◆ **What you have to do**: In the records below, find the lines that include the string "places" and report how many there are, nothing else.

== Data extract ==

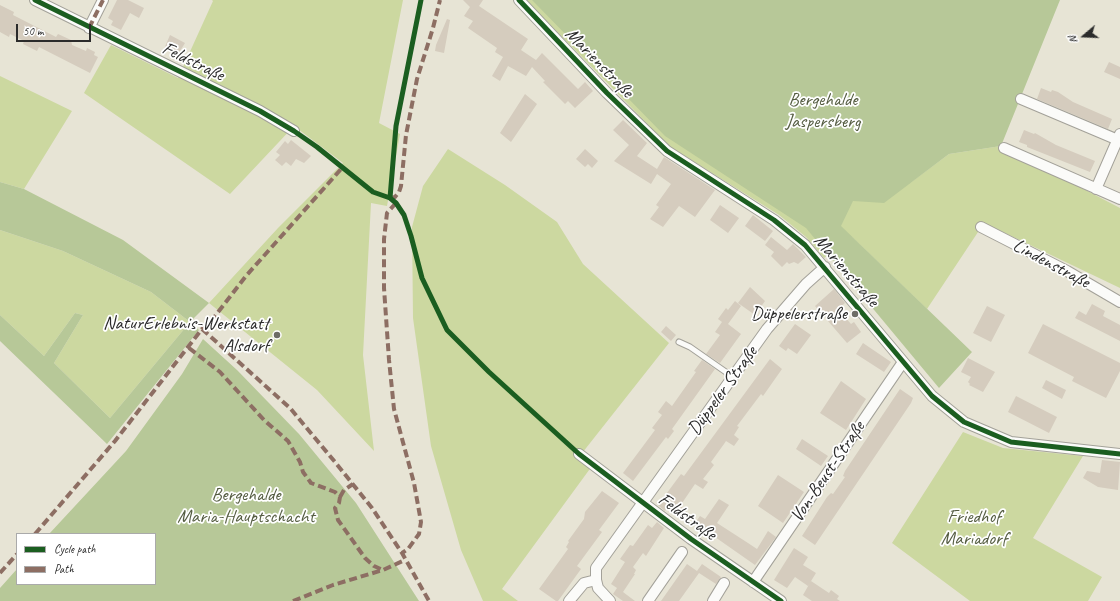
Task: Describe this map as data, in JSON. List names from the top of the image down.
{
  "streets": {
    "street": [
      "Feldstraße",
      "Marienstraße",
      "Lindenstraße",
      "Düppeler Straße",
      "Von-Beust-Straße"
    ]
  },
  "crossings": [
    ["Feldstraße", "Düppeler Straße"],
    ["Feldstraße", "Von-Beust-Straße"],
    ["Marienstraße", "Düppeler Straße"],
    ["Marienstraße", "Von-Beust-Straße"]
  ],
  "parks": ["Bergehalde Jaspersberg", "Bergehalde Maria-Hauptschacht", "Friedhof Mariadorf"],
  "places": ["Düppelerstraße", "NaturErlebnis-Werkstatt Alsdorf"],
  "legend": ["Cycle path", "Path"],
  "scale_bar": "50 m",
  "north": "left"
}
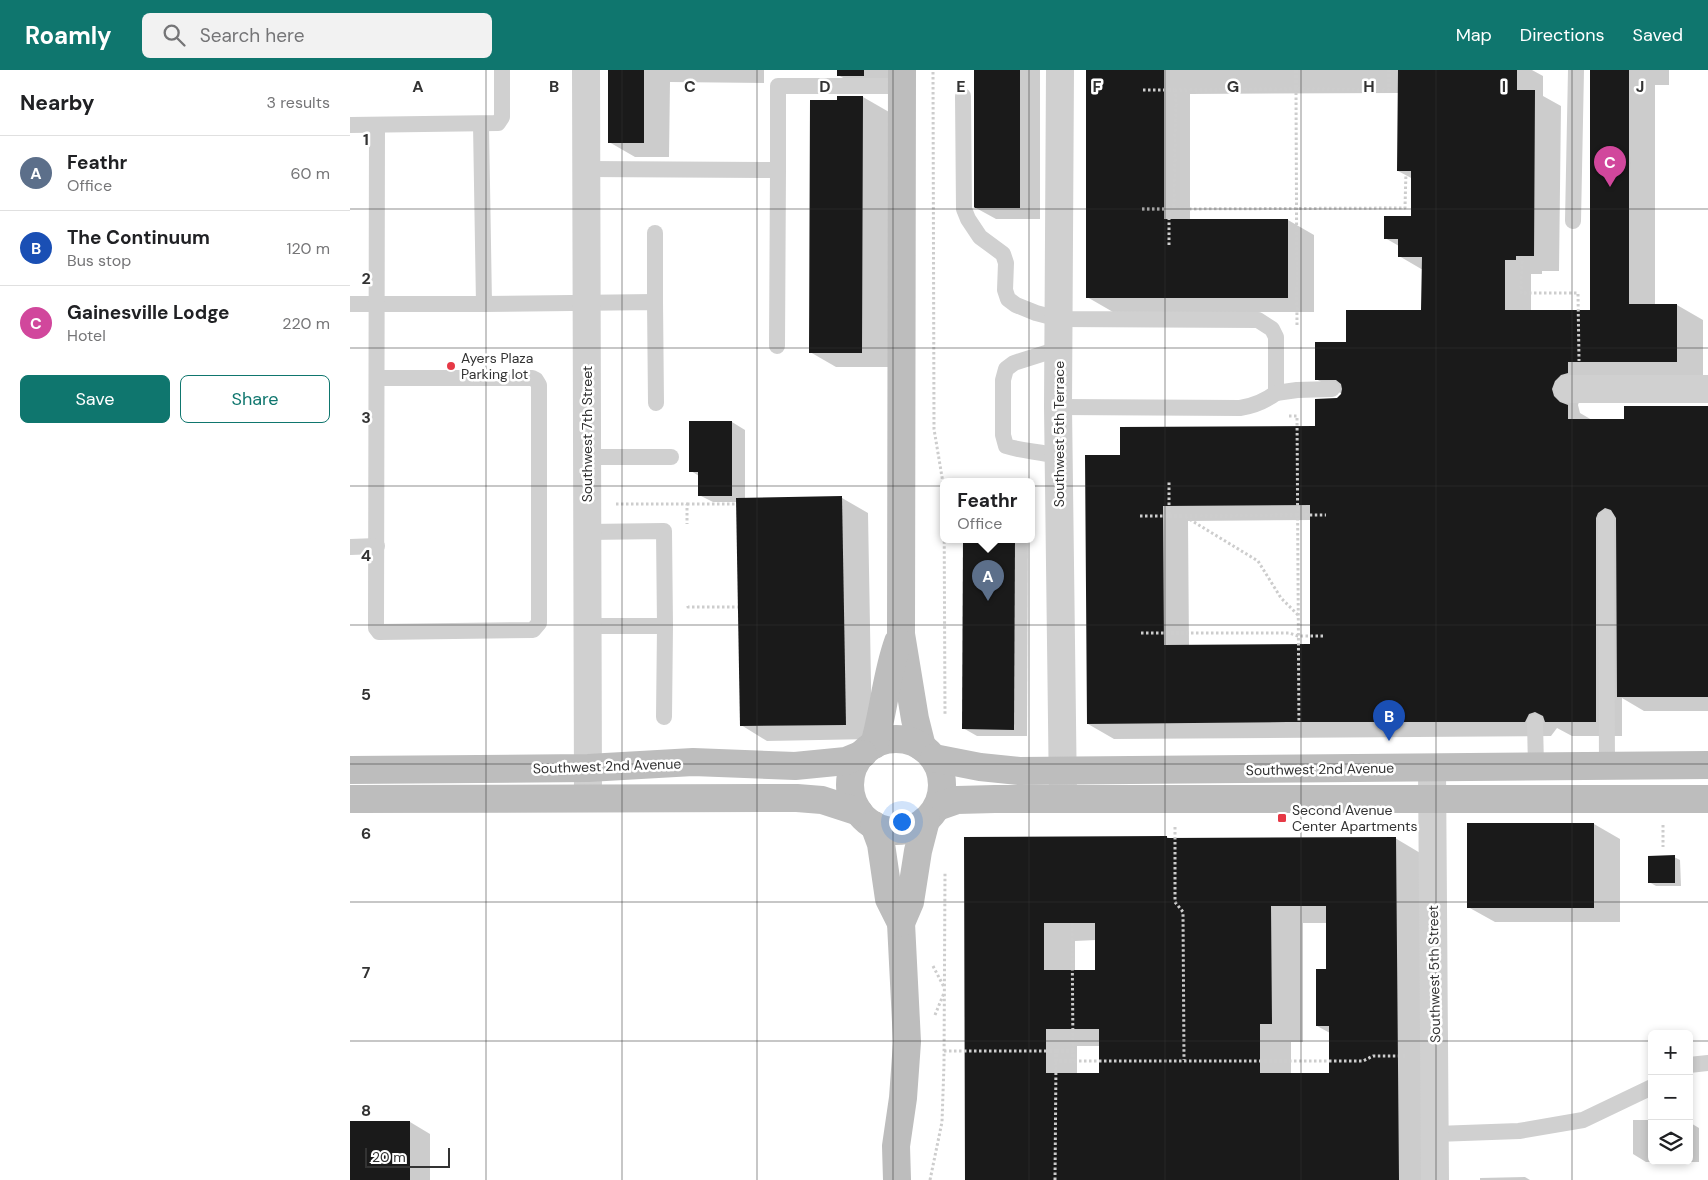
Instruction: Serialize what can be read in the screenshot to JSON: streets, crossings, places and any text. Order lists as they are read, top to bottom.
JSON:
{
  "streets": {
    "street": [
      "Southwest 7th Street",
      "Southwest 5th Terrace",
      "Southwest 2nd Avenue",
      "Southwest 5th Street"
    ]
  },
  "crossings": [
    ["Southwest 7th Street", "Southwest 2nd Avenue"],
    ["Southwest 5th Terrace", "Southwest 2nd Avenue"],
    ["Southwest 2nd Avenue", "Southwest 5th Street"]
  ],
  "places": {
    "other": ["Ayers Plaza Parking lot"],
    "transit": ["Second Avenue Center Apartments"]
  },
  "scale_bar": "20 m",
  "page": {
    "header": "Roamly",
    "search": "Search here",
    "nav": ["Map", "Directions", "Saved"],
    "heading": ["Nearby", "3 results"],
    "list": [
      {
        "mark": "A",
        "name": "Feathr",
        "note": "Office",
        "value": "60 m"
      },
      {
        "mark": "B",
        "name": "The Continuum",
        "note": "Bus stop",
        "value": "120 m"
      },
      {
        "mark": "C",
        "name": "Gainesville Lodge",
        "note": "Hotel",
        "value": "220 m"
      }
    ],
    "pins": ["C", "A", "B"],
    "buttons": ["Save", "Share"],
    "popup": ["Feathr", "Office"],
    "map_buttons": ["+", "−"],
    "scale": "20 m"
  },
  "grid": {
    "columns": [
      "A",
      "B",
      "C",
      "D",
      "E",
      "F",
      "G",
      "H",
      "I",
      "J"
    ],
    "rows": [
      "1",
      "2",
      "3",
      "4",
      "5",
      "6",
      "7",
      "8"
    ]
  }
}
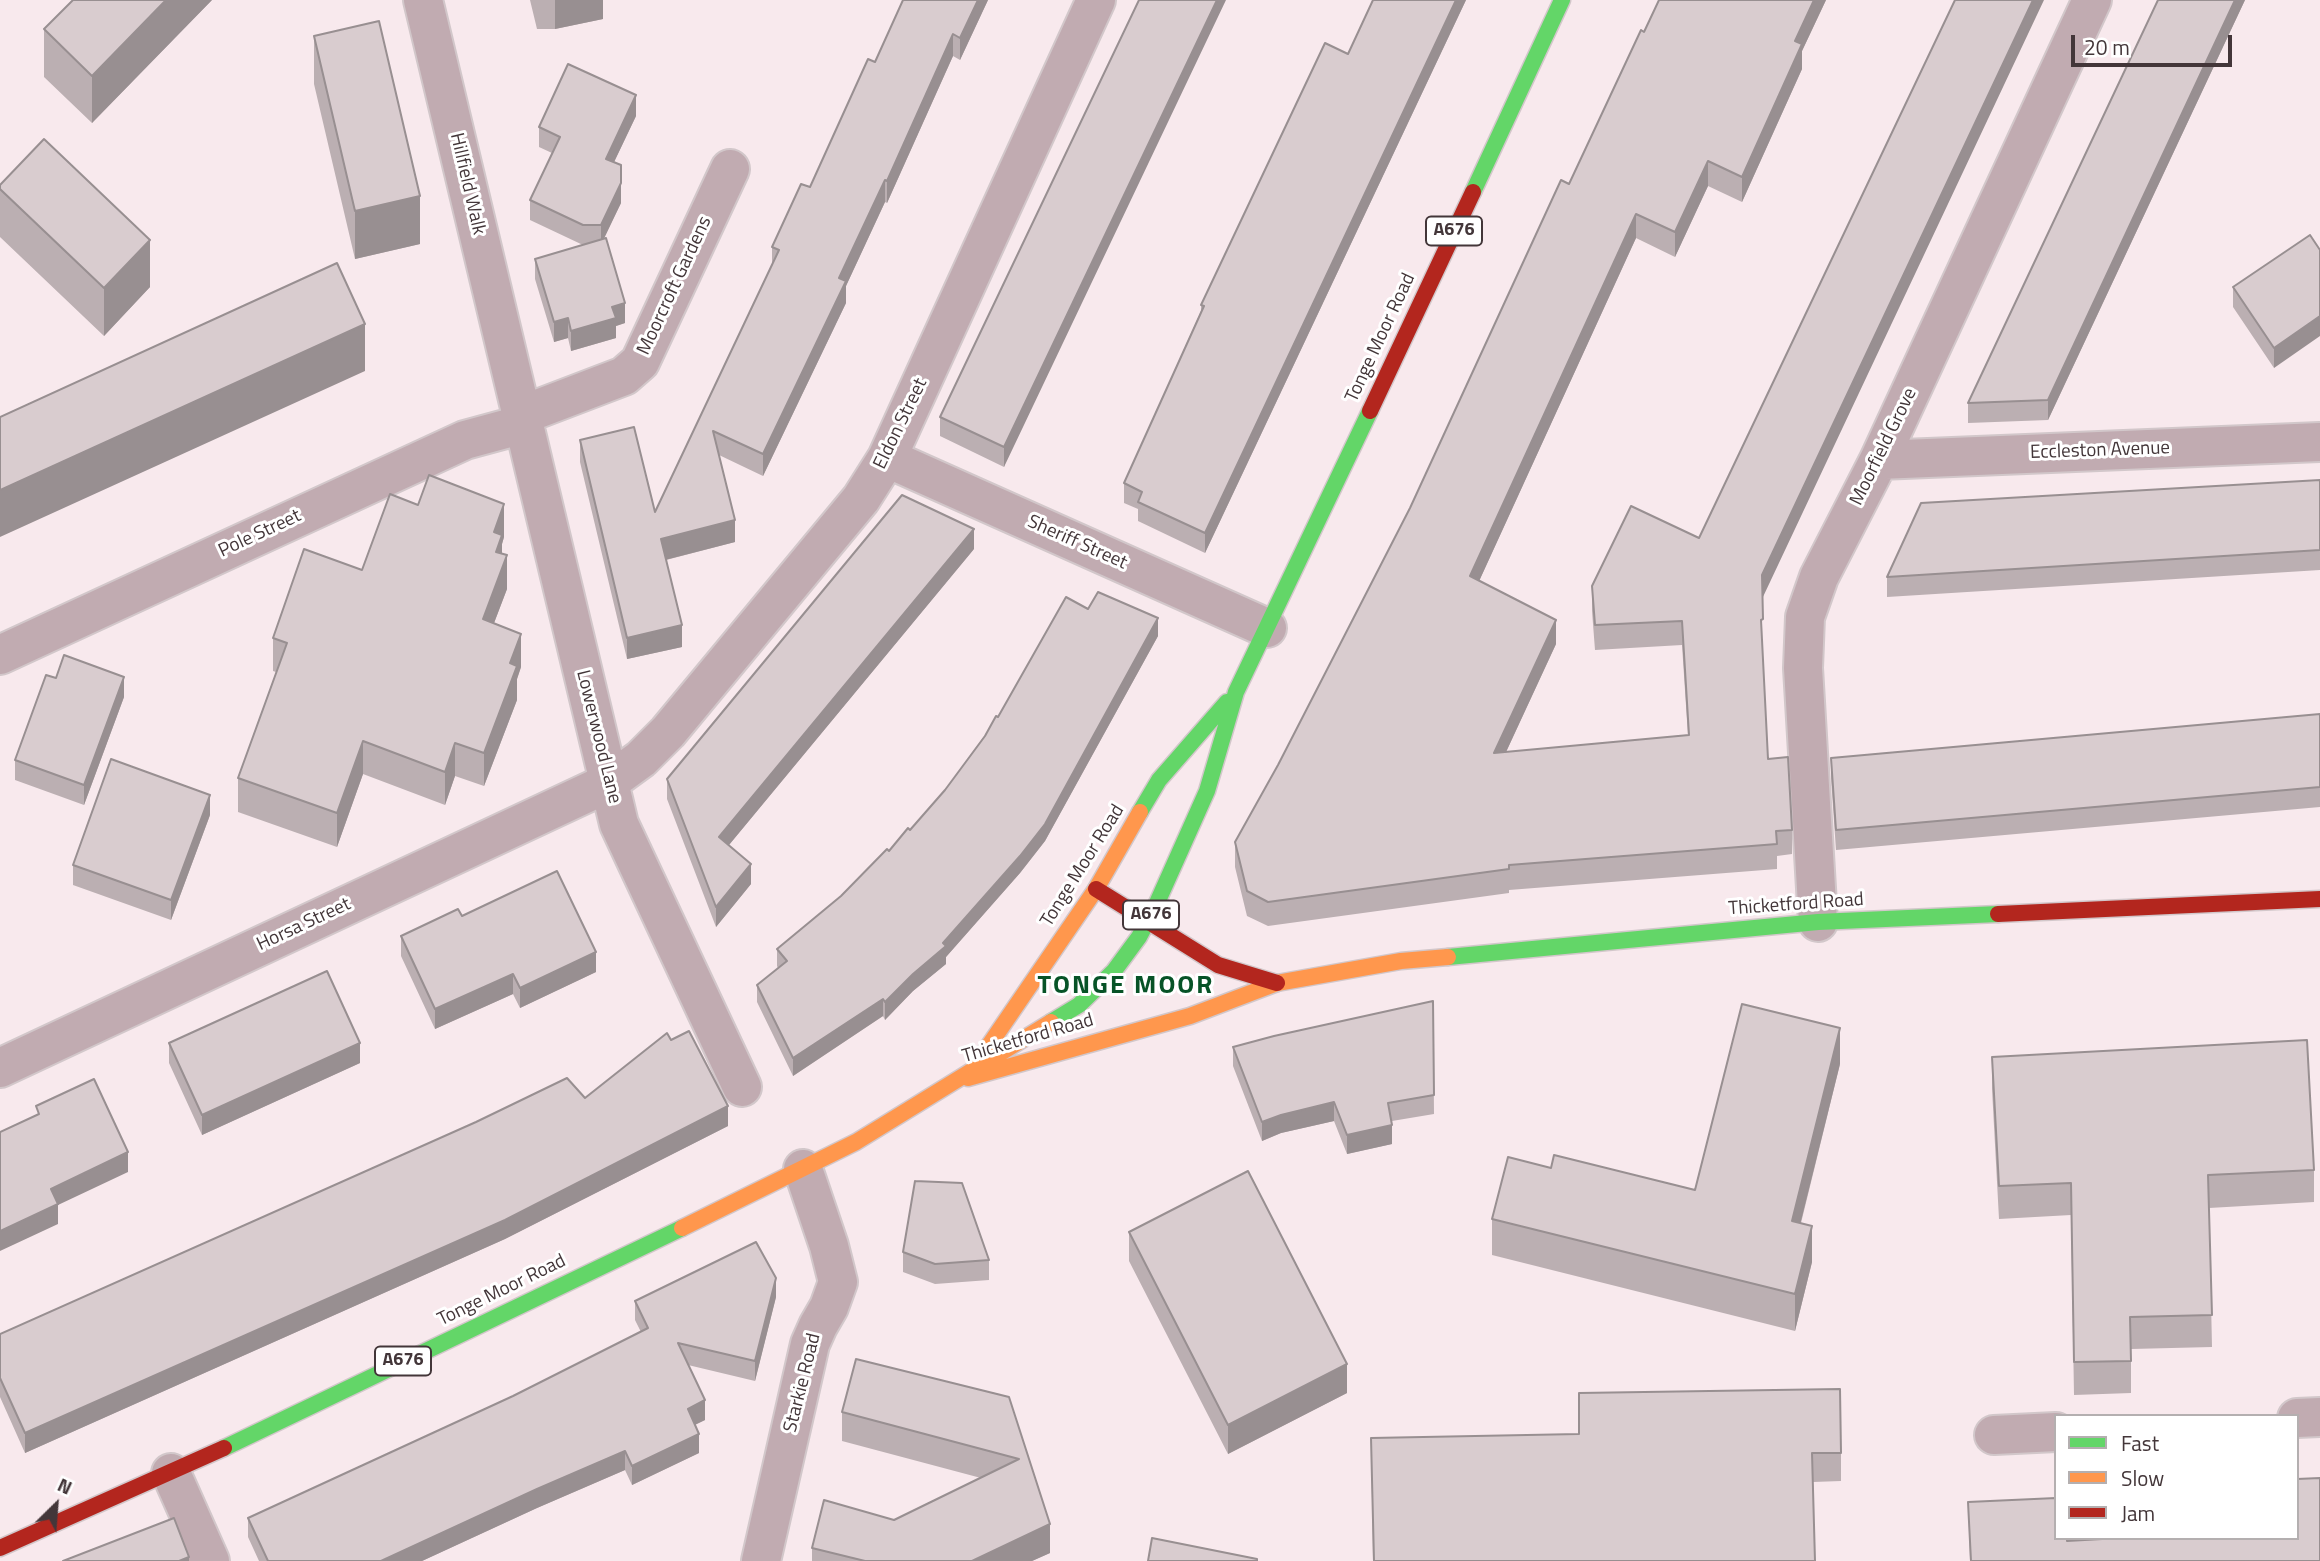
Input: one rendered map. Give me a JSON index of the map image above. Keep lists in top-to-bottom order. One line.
{"streets":{"main road":["A676","Tonge Moor Road","Thicketford Road"],"street":["Hillfield Walk","Moorcroft Gardens","Eldon Street","Moorfield Grove","Eccleston Avenue","Pole Street","Sheriff Street","Lowerwood Lane","Horsa Street","Starkie Road"]},"crossings":[["Hillfield Walk","Lowerwood Lane"],["Moorcroft Gardens","Pole Street"],["Moorcroft Gardens","Lowerwood Lane"],["Tonge Moor Road","Sheriff Street"],["Tonge Moor Road","Thicketford Road"],["Tonge Moor Road","Starkie Road"],["Eldon Street","Sheriff Street"],["Eldon Street","Lowerwood Lane"],["Eldon Street","Horsa Street"],["Moorfield Grove","Eccleston Avenue"],["Moorfield Grove","Thicketford Road"],["Pole Street","Lowerwood Lane"],["Lowerwood Lane","Horsa Street"]],"districts":["TONGE MOOR"],"legend":["Fast","Slow","Jam"],"scale_bar":"20 m","north":"top right"}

===

◆ **Written answer**: 3